A new study is challenging one of the most widely held assumptions about GLP-1 weight loss drugs: that shedding pounds naturally motivates people to get up and move more. According to research presented at ENDO 2026, the Endocrine Society’s annual meeting in Chicago, the opposite may actually be happening.

The study, led by Dr. Sajana Maharjan and presented on June 14, drew on data from the National Institutes of Health’s All of Us Research Program a large-scale initiative that pairs participants’ electronic health records with their Fitbit wearable activity data. Researchers examined daily step counts for 753 adults living with obesity, tracking their movement both before and after they began taking a GLP-1 receptor agonist.

What they found was a clear and consistent dip in physical activity. On average, participants went from roughly 5,047 steps per day down to 4,487 a drop of about 560 steps. Time spent in moderate-to-vigorous physical activity also fell, sliding from 28 minutes a day to just 22. Perhaps most strikingly, the researchers found no evidence that weight loss from the medication translated into people becoming more active.

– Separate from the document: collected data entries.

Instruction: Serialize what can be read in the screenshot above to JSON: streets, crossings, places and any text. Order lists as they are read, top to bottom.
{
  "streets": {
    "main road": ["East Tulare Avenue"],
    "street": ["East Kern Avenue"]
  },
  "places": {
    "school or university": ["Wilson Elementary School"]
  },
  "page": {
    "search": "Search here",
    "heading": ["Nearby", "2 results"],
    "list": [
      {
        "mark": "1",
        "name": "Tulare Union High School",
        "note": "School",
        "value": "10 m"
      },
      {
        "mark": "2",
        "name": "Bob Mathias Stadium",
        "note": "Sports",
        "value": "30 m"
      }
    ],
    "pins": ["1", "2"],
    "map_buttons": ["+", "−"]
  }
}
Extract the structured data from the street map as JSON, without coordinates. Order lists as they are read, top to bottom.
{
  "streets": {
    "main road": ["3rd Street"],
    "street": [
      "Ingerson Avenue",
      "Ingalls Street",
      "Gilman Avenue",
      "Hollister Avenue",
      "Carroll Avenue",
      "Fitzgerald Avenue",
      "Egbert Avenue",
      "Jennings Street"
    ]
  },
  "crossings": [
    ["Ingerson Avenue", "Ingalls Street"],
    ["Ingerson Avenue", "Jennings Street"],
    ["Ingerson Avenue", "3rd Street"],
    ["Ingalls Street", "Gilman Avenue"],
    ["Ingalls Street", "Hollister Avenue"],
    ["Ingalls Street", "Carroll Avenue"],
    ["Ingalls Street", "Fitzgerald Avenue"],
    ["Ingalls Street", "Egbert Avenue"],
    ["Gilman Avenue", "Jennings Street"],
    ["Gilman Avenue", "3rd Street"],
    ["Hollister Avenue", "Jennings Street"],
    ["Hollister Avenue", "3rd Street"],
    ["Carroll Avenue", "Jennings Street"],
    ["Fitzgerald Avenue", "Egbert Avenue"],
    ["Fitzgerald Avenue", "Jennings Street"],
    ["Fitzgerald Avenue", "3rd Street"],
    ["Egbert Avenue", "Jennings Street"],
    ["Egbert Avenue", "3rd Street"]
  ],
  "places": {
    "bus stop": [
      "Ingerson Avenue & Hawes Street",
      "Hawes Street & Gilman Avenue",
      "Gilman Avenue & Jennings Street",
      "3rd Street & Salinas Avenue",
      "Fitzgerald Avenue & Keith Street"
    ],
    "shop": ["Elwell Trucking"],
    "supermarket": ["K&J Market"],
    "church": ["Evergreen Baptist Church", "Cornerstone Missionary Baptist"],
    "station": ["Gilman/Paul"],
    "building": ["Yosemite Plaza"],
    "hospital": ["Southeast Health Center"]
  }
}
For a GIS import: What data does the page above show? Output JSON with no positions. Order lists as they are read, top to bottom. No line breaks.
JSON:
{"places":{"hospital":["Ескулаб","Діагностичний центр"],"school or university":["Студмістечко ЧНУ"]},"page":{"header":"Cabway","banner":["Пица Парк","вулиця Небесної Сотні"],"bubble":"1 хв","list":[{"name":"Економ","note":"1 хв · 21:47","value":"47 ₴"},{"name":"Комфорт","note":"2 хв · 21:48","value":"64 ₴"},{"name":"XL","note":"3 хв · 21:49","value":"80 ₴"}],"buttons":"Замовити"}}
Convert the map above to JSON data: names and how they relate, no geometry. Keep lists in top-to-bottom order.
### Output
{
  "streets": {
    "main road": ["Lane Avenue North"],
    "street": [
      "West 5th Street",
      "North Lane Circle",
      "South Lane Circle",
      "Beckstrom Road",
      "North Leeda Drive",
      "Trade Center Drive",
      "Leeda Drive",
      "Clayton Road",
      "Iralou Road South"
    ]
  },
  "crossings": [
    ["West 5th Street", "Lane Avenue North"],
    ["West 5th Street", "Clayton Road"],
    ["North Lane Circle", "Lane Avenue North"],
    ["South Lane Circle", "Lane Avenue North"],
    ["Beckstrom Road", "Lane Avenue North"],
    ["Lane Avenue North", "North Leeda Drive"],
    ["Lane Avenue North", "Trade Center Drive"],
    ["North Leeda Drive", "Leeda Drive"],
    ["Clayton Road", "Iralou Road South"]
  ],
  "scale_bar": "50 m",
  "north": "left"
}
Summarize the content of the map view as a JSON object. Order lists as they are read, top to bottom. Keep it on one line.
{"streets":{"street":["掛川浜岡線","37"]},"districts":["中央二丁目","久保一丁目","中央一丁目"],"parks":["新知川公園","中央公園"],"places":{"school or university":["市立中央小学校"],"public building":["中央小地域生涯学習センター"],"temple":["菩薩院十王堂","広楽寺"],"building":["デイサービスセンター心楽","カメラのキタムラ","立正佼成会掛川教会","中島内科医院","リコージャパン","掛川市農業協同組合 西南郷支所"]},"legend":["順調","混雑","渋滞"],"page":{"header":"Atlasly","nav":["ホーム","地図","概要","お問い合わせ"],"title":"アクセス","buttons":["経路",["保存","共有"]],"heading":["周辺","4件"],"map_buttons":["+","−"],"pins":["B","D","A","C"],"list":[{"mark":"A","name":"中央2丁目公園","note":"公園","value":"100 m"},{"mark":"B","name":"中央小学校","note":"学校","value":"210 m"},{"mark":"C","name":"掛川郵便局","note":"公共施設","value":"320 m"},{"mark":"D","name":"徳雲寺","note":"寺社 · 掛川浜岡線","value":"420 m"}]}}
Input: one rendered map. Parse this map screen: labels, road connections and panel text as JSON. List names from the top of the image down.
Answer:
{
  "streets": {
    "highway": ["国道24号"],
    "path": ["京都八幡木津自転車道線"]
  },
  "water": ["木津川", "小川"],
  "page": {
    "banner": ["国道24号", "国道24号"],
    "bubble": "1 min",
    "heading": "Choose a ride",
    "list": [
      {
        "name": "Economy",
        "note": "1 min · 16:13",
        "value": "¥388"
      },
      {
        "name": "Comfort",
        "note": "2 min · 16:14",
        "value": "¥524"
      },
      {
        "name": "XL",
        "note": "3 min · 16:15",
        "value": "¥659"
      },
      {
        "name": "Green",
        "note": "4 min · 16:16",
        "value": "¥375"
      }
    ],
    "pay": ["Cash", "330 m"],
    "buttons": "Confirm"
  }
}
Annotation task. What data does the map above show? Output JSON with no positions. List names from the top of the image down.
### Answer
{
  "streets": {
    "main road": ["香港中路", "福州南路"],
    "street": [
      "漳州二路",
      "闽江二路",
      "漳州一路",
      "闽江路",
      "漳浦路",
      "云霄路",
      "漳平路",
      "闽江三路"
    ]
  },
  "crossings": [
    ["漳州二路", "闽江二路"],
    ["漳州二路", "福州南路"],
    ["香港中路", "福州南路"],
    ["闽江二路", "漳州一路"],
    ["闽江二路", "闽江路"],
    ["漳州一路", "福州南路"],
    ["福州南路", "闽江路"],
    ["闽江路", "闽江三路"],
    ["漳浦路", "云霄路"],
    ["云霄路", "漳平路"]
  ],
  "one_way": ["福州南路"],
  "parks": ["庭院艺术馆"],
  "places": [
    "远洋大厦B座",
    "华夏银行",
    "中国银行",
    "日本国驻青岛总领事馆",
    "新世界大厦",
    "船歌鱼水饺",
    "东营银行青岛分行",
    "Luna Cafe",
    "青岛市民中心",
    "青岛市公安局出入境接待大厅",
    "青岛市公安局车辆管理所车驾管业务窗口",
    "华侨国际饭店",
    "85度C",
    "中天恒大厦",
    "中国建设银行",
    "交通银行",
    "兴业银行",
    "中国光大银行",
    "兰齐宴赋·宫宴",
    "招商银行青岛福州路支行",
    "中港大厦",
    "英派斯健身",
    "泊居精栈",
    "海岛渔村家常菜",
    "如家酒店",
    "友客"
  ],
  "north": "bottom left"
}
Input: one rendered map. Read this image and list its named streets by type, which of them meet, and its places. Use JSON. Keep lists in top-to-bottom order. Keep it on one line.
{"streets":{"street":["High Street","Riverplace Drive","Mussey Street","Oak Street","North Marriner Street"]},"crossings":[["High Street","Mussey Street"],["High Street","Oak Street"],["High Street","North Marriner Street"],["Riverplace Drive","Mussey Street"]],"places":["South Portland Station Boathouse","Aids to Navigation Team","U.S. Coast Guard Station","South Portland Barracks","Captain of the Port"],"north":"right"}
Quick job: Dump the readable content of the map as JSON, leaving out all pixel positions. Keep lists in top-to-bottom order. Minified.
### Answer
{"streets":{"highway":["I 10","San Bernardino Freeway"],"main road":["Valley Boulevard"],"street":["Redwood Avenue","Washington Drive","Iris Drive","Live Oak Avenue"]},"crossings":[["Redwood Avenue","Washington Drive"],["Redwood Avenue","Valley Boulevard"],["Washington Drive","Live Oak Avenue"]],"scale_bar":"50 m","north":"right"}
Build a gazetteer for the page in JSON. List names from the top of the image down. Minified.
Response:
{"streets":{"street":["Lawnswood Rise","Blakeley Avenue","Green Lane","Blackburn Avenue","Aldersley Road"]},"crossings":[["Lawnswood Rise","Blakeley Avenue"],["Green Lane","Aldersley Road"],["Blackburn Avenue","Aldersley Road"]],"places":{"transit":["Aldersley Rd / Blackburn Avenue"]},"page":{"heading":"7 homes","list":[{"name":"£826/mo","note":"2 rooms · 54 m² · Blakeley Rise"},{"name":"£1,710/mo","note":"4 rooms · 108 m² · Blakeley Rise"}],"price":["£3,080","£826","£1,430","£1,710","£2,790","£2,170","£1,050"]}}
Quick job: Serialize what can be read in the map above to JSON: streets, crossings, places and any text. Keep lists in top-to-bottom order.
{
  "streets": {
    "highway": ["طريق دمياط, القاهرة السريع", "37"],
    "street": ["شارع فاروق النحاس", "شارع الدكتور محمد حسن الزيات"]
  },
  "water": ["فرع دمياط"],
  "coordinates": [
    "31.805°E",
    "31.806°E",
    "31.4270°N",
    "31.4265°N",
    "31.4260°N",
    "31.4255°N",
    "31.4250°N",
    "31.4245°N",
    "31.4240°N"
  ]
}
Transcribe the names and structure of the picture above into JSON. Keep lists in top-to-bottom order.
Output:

“While many assume that weight loss leads naturally to increased physical activity, our study suggests otherwise,” Maharjan said in a statement released by the Endocrine Society.

The declines were not uniform across all participants. Men and people dealing with joint or muscle pain saw the steepest drops in activity. Interestingly, other factors including age, a history of heart failure, or prior stroke did not meaningfully change the pattern, suggesting the trend holds across a fairly wide population. The average participant was 52.7 years old, and nearly 79 percent were women.

The researchers are calling the findings a first of their kind, describing it as the largest study to date using wearable fitness tracker data among adults on GLP-1 medications.

Outside experts who reviewed the findings say the results warrant attention, though they caution against drawing overly simple conclusions.

Dr. Hertzel Gerstein, a professor at McMaster University and a diabetes physician, noted that multiple factors could explain the activity decline, and that the drug itself may not be the sole or even primary cause. “People on these drugs should maintain and if possible, try to increase physical activity to maintain muscle mass and health,” he said in an emailed response. He added that this guidance applies broadly to anyone undergoing weight loss, since losing weight for any reason can lead to a reduction in muscle mass the body simply needs less muscle to carry around less weight.

Dr. Dana Small, a neurology and neuroscience professor at McGill University, was more pointed. She said GLP-1 drugs “are not a magic bullet,” and raised the possibility that some users may be mentally offloading the work of weight management onto the medication. “People may be thinking, ‘OK, the drug will do all the work, I don’t have to exercise’ it’s certainly a possibility and a likely contributor,” she said.

Small also flagged concerns about what happens when patients stop taking the drugs. Without continued exercise, she explained, the muscle mass that erodes during weight loss is rarely recovered. And when weight returns which it often does quickly once GLP-1 therapy ends it comes back mostly as fat rather than lean tissue, particularly for those who haven’t been staying active.

The findings arrive at a critical moment. GLP-1 drugs, once available only under brand names at steep prices, are becoming increasingly accessible. Generic versions have begun appearing on pharmacy shelves in Canada, and demand is expected to continue rising globally.

That growing reach makes the study’s message all the more urgent, according to Maharjan. “The findings reinforce that exercise cannot be optional for people taking these medications,” she said. “People need targeted interventions that encourage physical activity alongside medication for obesity.”

In other words, the drug may be doing its job but users still need to do theirs.